Uma delas é interessante.

Um sertanejo nordestino costumava dizer aos seus companheiros de trabalho que não acreditava em bobagens de lobisomens. Um deles, homem muito pálido, declarou-lhe, um dia, meio zangado, que ele havia de se arrepender de zombar dos lobisomens. Os amigos do sertanejo o avisaram de que o seu colega de trabalho ”virava” e que, por isso, devia andar armado e não se afastar muito de sua morada.

Numa noite  de sexta feira, vinha o sertanejo de volta para casa, quando foi atacado por um monstro horroroso. Era um bicho preto, do tamanho de um bezerro, com orelhas enormes, cheio de pelos, com os olhos de brasa. A luta foi terrível. O sertanejo, que era forte e valente, sacou da faca e enfrentou o monstro.
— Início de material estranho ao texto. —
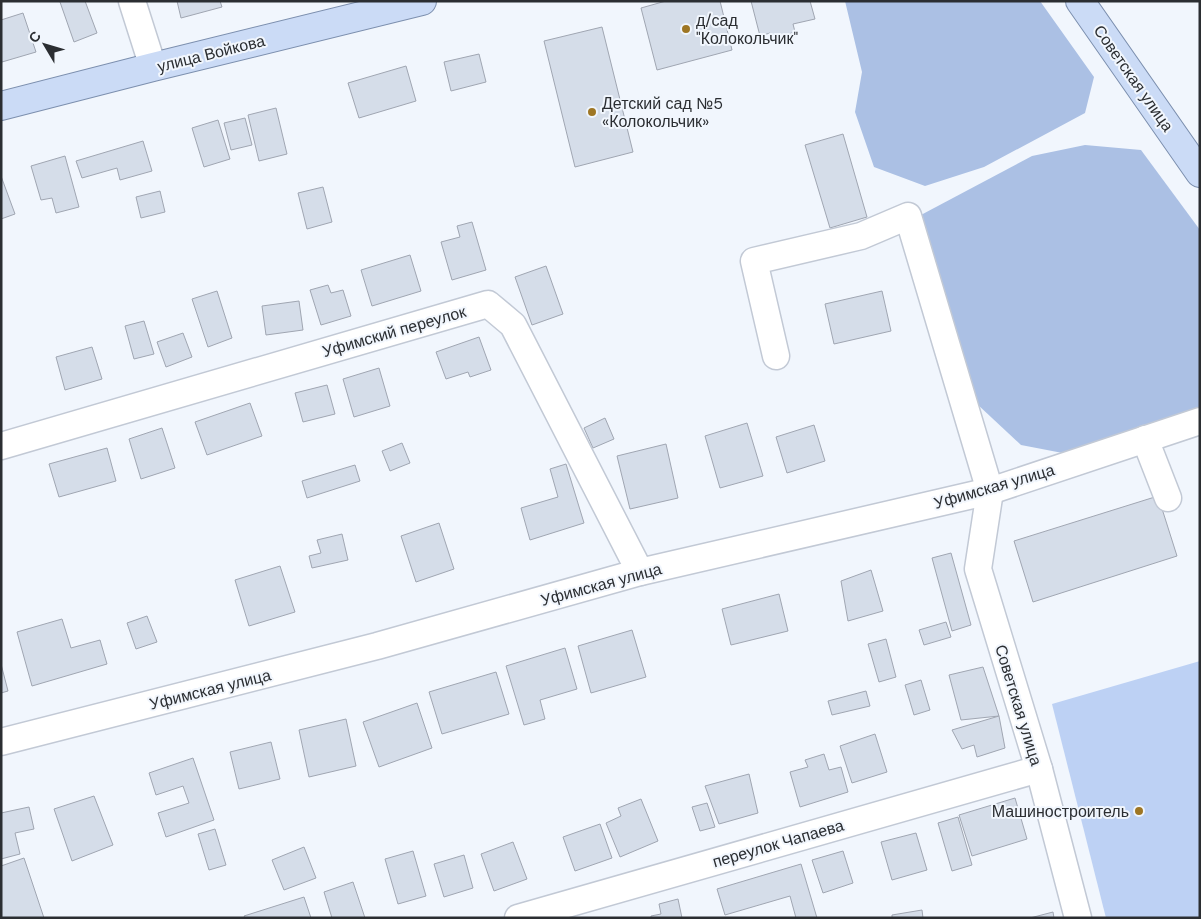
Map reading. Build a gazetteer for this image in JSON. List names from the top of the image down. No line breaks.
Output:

Lutou, lutou, até que conseguiu tirar sangue da fera. O lobisomem soltou um urro de dor, deu um salto tremendo e desapareceu no mato.

O sertanejo apavorado com o acontecimento, passou a noite em claro. Pela manhã, não encontrando no trabalho o seu colega pálido, perguntou por ele. Disseram-lhe que estava doente e, por  isso não fora trabalhar. O sertanejo foi visita-lo. Encontrou-o gemendo, tomando remédios, e com o pescoço ferido.

Aí está mais uma história fantástica criada pelo povo do sertão.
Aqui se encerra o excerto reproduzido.